This article has a mistake. I actually ran the benchmark, and it doesn't return ...

messe · on Dec 13, 2020

Yep, looks like simdjson is defaulting to a generic fallback implementation. I added the following to the start of main:

    const simdjson::implementation *impl = simdjson::active_implementation;
    std::cout << "simdjson is optimized for " << impl->name() << "(" << impl->description() << ")" << std::endl;

When built for Intel/Rosetta, it prints:

    x86_64% ./benchmark 
    simdjson is optimized for westmere(Intel/AMD SSE4.2)
    minify : 4.44883 GB/s
    validate: 5.39216 GB/s

On arm64:

    arm64% ./benchmark
    simdjson is optimized for fallback(Generic fallback implementation)
    minify : 1.02521 GB/s
    validate: inf GB/s

simdjson's mess of CPP macros isn't properly detected ARM64. By manually setting -DSIMDJSON_IMPLEMENTATION_ARM64=1 on the command line, I got the following results:

    arm64% c++ -O3 -DSIMDJSON_IMPLEMENTATION_ARM64=1 -o benchmark benchmark.cpp simdjson.cpp -std=c++11
    arm64% ./benchmark 
    simdjson is optimized for arm64(ARM NEON)
    minify : 6.64657 GB/s
    validate: 16.3949 GB/s

EDIT: Interestingly, compiling with -Os nets a slight improvement to the validate benchmark:

    arm64% c++ -Os -DSIMDJSON_IMPLEMENTATION_ARM64=1 -o benchmark benchmark.cpp simdjson.cpp -std=c++11
    arm64% ./benchmark
    simdjson is optimized for arm64(ARM NEON)
    minify : 6.649 GB/s
    validate: 17.1456 GB/s

tedd4u · on Dec 13, 2020

Thanks for getting to the bottom of this.

Looks like -Oz bumps validate up another few percent.

  % c++ -Oz -DSIMDJSON_IMPLEMENTATION_ARM64=1 -o benchmark benchmark.cpp simdjson.cpp -std=c++11
  % ./benchmark
  minify : 6.73381 GB/s
  validate: 17.8548 GB/s

creddit · on Dec 13, 2020

Still a bit slower but much more competitive.

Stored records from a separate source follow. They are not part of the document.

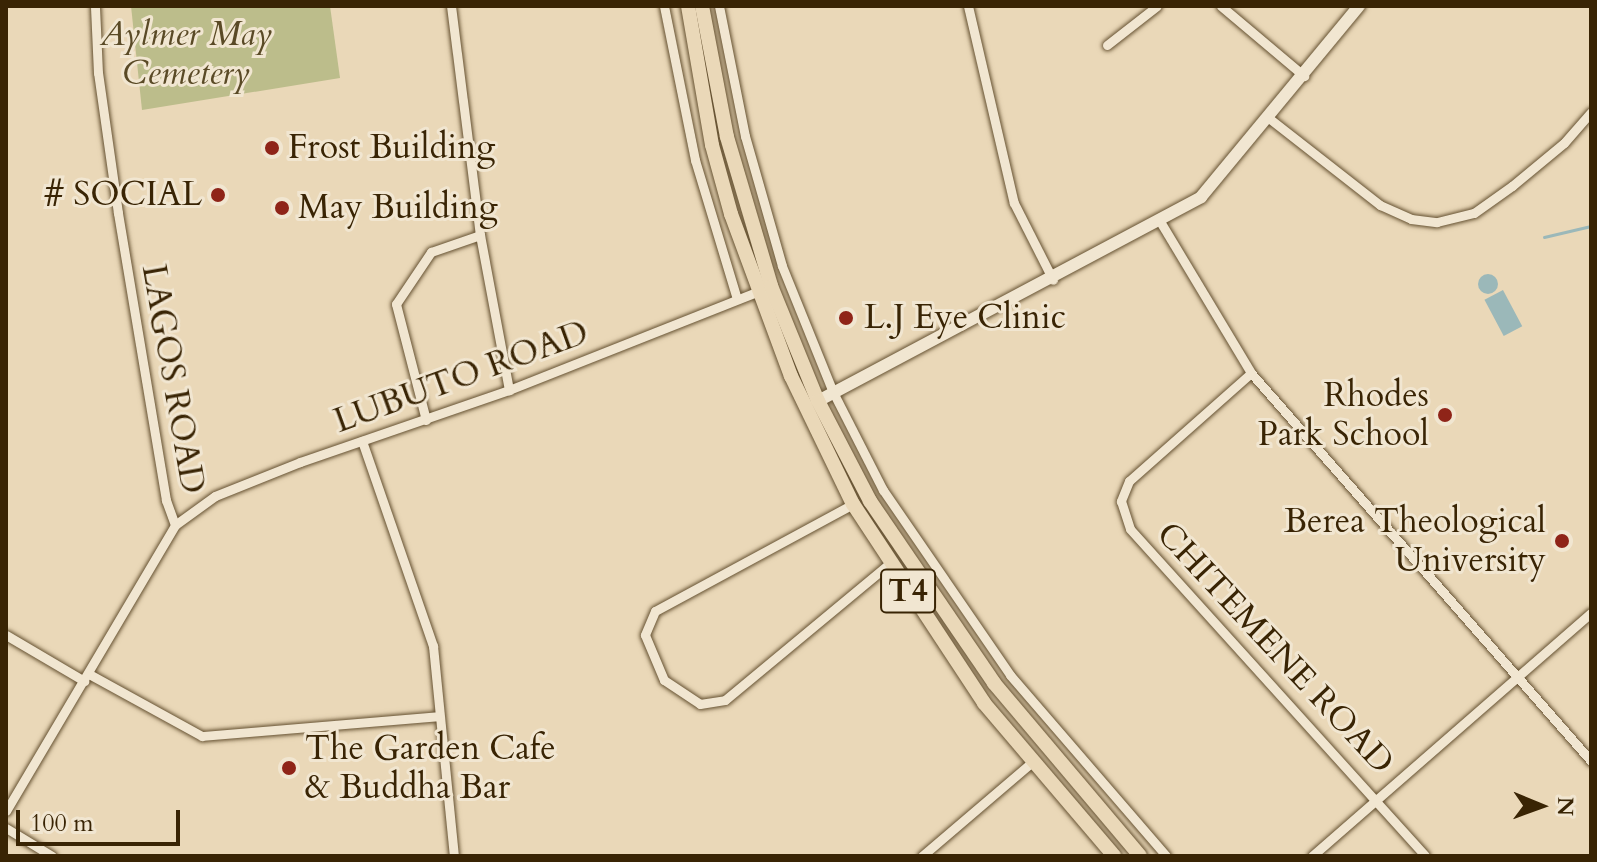 <!DOCTYPE html>
<html>
<head>
<meta charset="utf-8">
<style>
  body { margin:0 }
  #map { position:relative; width:1597px; height:862px; overflow:hidden; background:#ead8b8; font-family:Cardo,serif }
  div>[style] { position:absolute }
  [style*='--x'] { left:calc(var(--x)*1px); top:calc(var(--y)*1px); width:calc(var(--w)*1px); rotate:calc(var(--a)*1deg) }
  .green>* { inset:0; background:#bcbd8b }
  .water>* { inset:0; background:#9bb8b9; transform-origin:0 0 }
  .round { border-radius:50% }
  .stream>* { height:3px; margin:-1.5px; padding:0 1.5px; transform-origin:1.5px; border-radius:1.5px; background:#9bb8b9 }
  .roads { filter:drop-shadow(0 0 2px #655131) drop-shadow(0 0 2px #655131) }
  .minor>* { height:9px; margin:-4.5px; padding:0 4.5px; transform-origin:4.5px; border-radius:4.5px; background:#f1e6d1 }
  .tertiary>* { height:12px; margin:-6px; padding:0 6px; transform-origin:6px; border-radius:6px; background:#f1e6d1 }
  .primary>* { height:14px; margin:-7px; padding:0 7px; transform-origin:7px; border-radius:7px; background:#ead8b8 }
  .dots>* { width:22px; height:22px; translate:-50% -50%; box-sizing:border-box; border:4px solid #f1e6d1; border-radius:50% }
  span { translate:-50% -50%; white-space:nowrap; text-align:center; line-height:1.15; -webkit-text-stroke:6px #f1e6d1; paint-order:stroke }
  .shield-label span { padding:2px 6px; background:#f1e6d1; border:2px solid; border-radius:6px; -webkit-text-stroke-width:0 }
  .shield-label { font-size:32px; color:#392404; font-weight:700 }
  .park-label { font-size:34px; color:#5a4a26; font-style:italic }
  .poi-label { font-size:34px; color:#392404 }
  .left { translate:0 -50%; text-align:left }
  .right { translate:-100% -50%; text-align:right }
  .street-label { font-size:34px; color:#392404 }
  .frame { position:absolute; inset:0; border:8px solid #392404; pointer-events:none }
  .north { position:absolute; left:1501px; top:766px; width:80px; height:80px; -webkit-text-stroke:6px #f1e6d1; paint-order:stroke; rotate:91deg; font-size:22px; font-weight:700; line-height:32px; text-align:center; color:#392404 }
  .north::after { content:''; display:block; margin:auto; width:28px; height:36px; background:#392404; clip-path:polygon(50% 0,100% 100%,50% 72%,0 100%) }
  .scale { position:absolute; left:16px; top:810px; width:164px; height:36px; box-sizing:border-box; border:4px solid #392404; border-top:0; padding-left:10px; font-size:24px; line-height:28px; white-space:nowrap; color:#392404; -webkit-text-stroke:6px #f1e6d1; paint-order:stroke }
</style>
</head>
<body>
<div id="map">
  <div class="green">
    <i style="clip-path:polygon(131px 6px,330px 6px,340px 78px,142px 110px)"></i>
  </div>
  <div class="water">
    <i class="round" style="left:1478px;top:274px;width:20px;height:20px"></i>
    <i style="left:1503px;top:290px;width:41px;height:21px;rotate:62deg"></i>
  </div>
  <div class="stream">
    <i style="--x:1544;--y:237;--w:48;--a:-13.2"></i>
  </div>
  <div class="roads">
    <div class="minor">
      <i style="--x:451;--y:6;--w:231;--a:82.8"></i>
      <i style="--x:480;--y:235;--w:158;--a:79.4"></i>
      <i style="--x:664;--y:6;--w:157;--a:78.6"></i>
      <i style="--x:695;--y:160;--w:145;--a:73.2"></i>
      <i style="--x:719;--y:6;--w:133;--a:78.7"></i>
      <i style="--x:745;--y:136;--w:135;--a:74.1"></i>
      <i style="--x:782;--y:266;--w:136;--a:68"></i>
      <i style="--x:833;--y:392;--w:110;--a:63"></i>
      <i style="--x:883;--y:490;--w:224;--a:55.5"></i>
      <i style="--x:1010;--y:675;--w:239;--a:49.2"></i>
      <i style="--x:968;--y:6;--w:202;--a:76.9"></i>
      <i style="--x:1014;--y:203;--w:86;--a:63.1"></i>
      <i style="--x:1221;--y:6;--w:109;--a:40.1"></i>
      <i style="--x:1107;--y:45;--w:63;--a:-38"></i>
      <i style="--x:1270;--y:119;--w:140;--a:38"></i>
      <i style="--x:1380;--y:205;--w:34;--a:24"></i>
      <i style="--x:1411;--y:219;--w:26;--a:7"></i>
      <i style="--x:1437;--y:222;--w:38;--a:-14"></i>
      <i style="--x:1474;--y:213;--w:47;--a:-35.4"></i>
      <i style="--x:1512;--y:186;--w:67;--a:-39.6"></i>
      <i style="--x:1564;--y:143;--w:41;--a:-48.9"></i>
      <i style="--x:1161;--y:223;--w:175;--a:59"></i>
      <i style="--x:1251;--y:373;--w:516;--a:48.77"></i>
      <i style="--x:1251;--y:373;--w:163;--a:138.5"></i>
      <i style="--x:1129;--y:481;--w:22;--a:112"></i>
      <i style="--x:1121;--y:501;--w:29;--a:72"></i>
      <i style="--x:1130;--y:529;--w:440;--a:47.9"></i>
      <i style="--x:426;--y:420;--w:120;--a:-104.5"></i>
      <i style="--x:396;--y:304;--w:63;--a:-56.1"></i>
      <i style="--x:431;--y:252;--w:52;--a:-19.1"></i>
      <i style="--x:362;--y:441;--w:217;--a:70.9"></i>
      <i style="--x:433;--y:646;--w:211;--a:84.3"></i>
      <i style="--x:853;--y:504;--w:225;--a:151.6"></i>
      <i style="--x:655;--y:611;--w:26;--a:113"></i>
      <i style="--x:645;--y:635;--w:49;--a:67.1"></i>
      <i style="--x:664;--y:680;--w:43;--a:33.7"></i>
      <i style="--x:700;--y:704;--w:25;--a:-9"></i>
      <i style="--x:725;--y:700;--w:213;--a:-39.7"></i>
      <i style="--x:175;--y:525;--w:49;--a:-35.9"></i>
      <i style="--x:215;--y:496;--w:92;--a:-21.8"></i>
      <i style="--x:300;--y:462;--w:221;--a:-19"></i>
      <i style="--x:509;--y:390;--w:274;--a:-21.6"></i>
      <i style="--x:6;--y:635;--w:91;--a:30.5"></i>
      <i style="--x:89;--y:674;--w:129;--a:28.8"></i>
      <i style="--x:202;--y:736;--w:238;--a:-4.8"></i>
      <i style="--x:6;--y:811;--w:332;--a:-59.4"></i>
      <i style="--x:175;--y:525;--w:27;--a:-110"></i>
      <i style="--x:166;--y:500;--w:291;--a:-99.5"></i>
      <i style="--x:118;--y:213;--w:141;--a:-98.1"></i>
      <i style="--x:98;--y:73;--w:67;--a:-92.6"></i>
      <i style="--x:6;--y:828;--w:54;--a:31.3"></i>
      <i style="--x:922;--y:856;--w:145;--a:-40.5"></i>
      <i style="--x:1312;--y:856;--w:370;--a:-41.1"></i>
    </div>
    <div class="tertiary">
      <i style="--x:818;--y:401;--w:434;--a:-28"></i>
      <i style="--x:1201;--y:197;--w:248;--a:-50.4"></i>
    </div>
    <div class="primary">
      <i style="--x:688;--y:6;--w:141;--a:80.2"></i>
      <i style="--x:712;--y:145;--w:72;--a:74.6"></i>
      <i style="--x:731;--y:214;--w:173;--a:69.7"></i>
      <i style="--x:791;--y:376;--w:142;--a:64.2"></i>
      <i style="--x:853;--y:504;--w:238;--a:56.6"></i>
      <i style="--x:984;--y:703;--w:201;--a:49.6"></i>
      <i style="--x:702;--y:6;--w:133;--a:79.2"></i>
      <i style="--x:727;--y:137;--w:155;--a:73.5"></i>
      <i style="--x:771;--y:286;--w:124;--a:67.8"></i>
      <i style="--x:818;--y:401;--w:113;--a:62.5"></i>
      <i style="--x:870;--y:501;--w:220;--a:55.7"></i>
      <i style="--x:994;--y:683;--w:226;--a:49.8"></i>
    </div>
  </div>
  <div class="dots">
    <i style="left:272px;top:148px;background:#8f2418"></i>
    <i style="left:218px;top:195px;background:#8f2418"></i>
    <i style="left:282px;top:208px;background:#8f2418"></i>
    <i style="left:846px;top:318px;background:#8f2418"></i>
    <i style="left:1445px;top:415px;background:#8f2418"></i>
    <i style="left:1562px;top:541px;background:#8f2418"></i>
    <i style="left:289px;top:768px;background:#8f2418"></i>
  </div>
  <div class="shield-label">
    <span style="left:908px;top:591px">T4</span>
  </div>
  <div class="park-label">
    <span style="left:186px;top:54px">Aylmer May<br>Cemetery</span>
  </div>
  <div class="poi-label">
    <span class="left" style="left:288px;top:148px">Frost Building</span>
    <span class="right" style="left:202px;top:195px"># SOCIAL</span>
    <span class="left" style="left:298px;top:208px">May Building</span>
    <span class="left" style="left:864px;top:318px">L.J Eye Clinic</span>
    <span class="right" style="left:1429px;top:415px">Rhodes<br>Park School</span>
    <span class="right" style="left:1546px;top:541px">Berea Theological<br>University</span>
    <span class="left" style="left:305px;top:768px">The Garden Cafe<br>&amp; Buddha Bar</span>
  </div>
  <div class="street-label">
    <span style="left:461px;top:377px;rotate:-20deg">LUBUTO ROAD</span>
    <span style="left:173px;top:379px;rotate:80deg">LAGOS ROAD</span>
    <span style="left:1275px;top:648px;rotate:47deg">CHITEMENE ROAD</span>
  </div>
  <div class="frame"></div>
  <div class="north">N</div>
  <div class="scale">100 m</div>
</div>
</body>
</html>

Thanks for the additional investigation/validation!

tedd4u · on Dec 13, 2020

The original article has been updated. M1 actually turns out faster on validation than Intel.

Why? We were not running the same config as the author. You have to supply twitter.json as an argument otherwise it uses the compiled binary itself (!) as the input due to off-by-1 errors in argc/argv parsing.

dlemire · on Dec 13, 2020

I agree. It looks like I made a mistake.

haberman · on Dec 13, 2020

The same thing happened to me the first time I tried to benchmark my code on M1.

In my case I was building using Bazel. Bazel was running under Rosetta because they don't release a darwin_arm64 build yet. I didn't realize the resulting code was also built for x86-64.

I tried explicitly passing -march but the compiler rejected this, saying it was an unknown architecture. After some experimentation, it appears that when you exec clang from a Rosetta binary it puts it in a mode where it only knows how to build x86.

bacon_blood · on Dec 13, 2020

Both x86 and arm clang can output for the other architecture, or universal.

Pass `-arch arm64` not `-march`

You can also `clang -arch x86_64 -arch arm64` to build for both at once.

You can even go a step further and run your clang as native from bazel, via `arch -arm64 clang`.

Put it all together and you have: `arch -arm64 clang -arch x86_64 -arch arm64`.

It may seem like I'm joking but I'm not.

shepmaster · on Dec 13, 2020

Why does my native arm64 application built using an x86_64 build system fail to be code signed unless I remove the previous executable?

[1] https://stackoverflow.com/questions/64830635/why-does-my-nat...

[2] https://stackoverflow.com/questions/64830671/why-does-my-nat...

haberman · on Dec 13, 2020

Thanks for the tips. I'm unable to replicate my previous experiment re: -arch. When I compile a wrapper program that does an exec() of clang, it is able to build arm64 or x86_64 even if the wrapper is built as x86_64.

The "arch" command is handy, thanks for that.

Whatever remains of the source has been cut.